# Sinsuities massage & Power Balance bracelet can be your cure



## energy92 (Jul 29, 2014)

People need to realize that one of the major reasons that causes depersonlization is severe anxiety and that disrupts your breathing routine which causes excessive sinus, because that cuts off the oxygen of reaching the head; so a massage can help to loosen and eventually eliminate this problem

I know people suffering from trauma who were cured by wearing a power balance bracelet, because of the negative ions these bracelets produce they usually end up replacing any negative energy your body has, and somewhat blocks anxiety from coming back, but for it to work you just need to let go, I know that it can be very difficult to let go but usually with a power balance it can be a major help in flushing out the anxiety big time, and you can do your part by just relaxing. The cure varies from person to person, because some people have it worse than others; but the bracelets definitly speeds up recovery

I posted another topic about connecting with nature and how nature gives back negative ions that the body needs but it seems some people don't have the time for it, thats why i suggest some people to look into the power balance bracelet, because it already has what nature will provide

Beside from that make sure you get a sinsuitis massage; because in many cases excessive sinus is the cause of dp, so for the oxygen to reach your head, sinusuitis massage can relieve your nasal congestion, and can make you breath better.

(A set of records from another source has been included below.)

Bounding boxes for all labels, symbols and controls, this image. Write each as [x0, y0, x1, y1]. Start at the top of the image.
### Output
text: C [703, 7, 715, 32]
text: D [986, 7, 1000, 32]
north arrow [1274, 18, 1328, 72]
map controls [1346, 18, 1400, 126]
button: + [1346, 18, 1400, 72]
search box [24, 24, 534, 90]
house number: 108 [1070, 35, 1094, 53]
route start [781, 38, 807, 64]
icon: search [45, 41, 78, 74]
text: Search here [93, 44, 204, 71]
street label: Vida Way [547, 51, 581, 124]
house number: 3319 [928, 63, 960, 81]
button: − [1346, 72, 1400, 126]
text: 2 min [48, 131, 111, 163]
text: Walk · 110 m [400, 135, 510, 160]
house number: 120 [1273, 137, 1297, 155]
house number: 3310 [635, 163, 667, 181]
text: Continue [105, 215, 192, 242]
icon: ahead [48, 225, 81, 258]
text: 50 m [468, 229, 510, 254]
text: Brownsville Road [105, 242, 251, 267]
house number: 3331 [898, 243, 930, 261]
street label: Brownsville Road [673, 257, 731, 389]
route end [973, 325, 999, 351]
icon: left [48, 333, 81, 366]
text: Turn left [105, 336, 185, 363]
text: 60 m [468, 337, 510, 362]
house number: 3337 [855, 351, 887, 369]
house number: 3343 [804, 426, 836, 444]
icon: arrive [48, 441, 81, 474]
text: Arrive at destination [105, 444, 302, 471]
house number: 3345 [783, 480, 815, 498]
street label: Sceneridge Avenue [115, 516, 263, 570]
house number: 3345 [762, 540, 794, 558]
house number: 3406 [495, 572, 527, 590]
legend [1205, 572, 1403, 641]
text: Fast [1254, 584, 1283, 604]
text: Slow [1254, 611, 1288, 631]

This video is for a self massage





but i suggest you also do it with a professional because professionals can tackle the issue effectively

Here's my other topic http://www.dpselfhelp.com/forum/index.php?/topic/48010-cure-for-dpsimple-easy/

Be patient & strong

Btw this helped me to overcome my dp this is why im posting this as a suggestion because whe knows someone might benifit from such a thing; and it doesn't hurt to try 

Make sure you keep the bracelet on for three days to notice the major improvment; if it worked for me, then it can work for you!


----------



## eddy1886 (Oct 11, 2012)

Antihistamines act as sedatives...I take them for hay fever in the summer and that is the part of the year i sleep best....(They basically cause drowsiness)...Mix them with SSRIs or relaxing medication (Klonopin for example) and ya have an even more powerful sedative....

Interesting theory about the Sinuses though...Ive had awful problems with my sinuses since i was a kid due to Hay Fever and mild Asthma! I also broke my nose when i was younger which added to the problem...

As regards massage (of any kind) It definitely helps with relaxation but only short term....Thats for me anyway...I would have to be massaging myself or getting someone else to massage me 24/7 to get the relief i need from my anxiety and body tension...

If we all could just "LET GO" we wouldnt have DP....Letting go is the impossible delemma DP sufferers have to deal with on a daily basis...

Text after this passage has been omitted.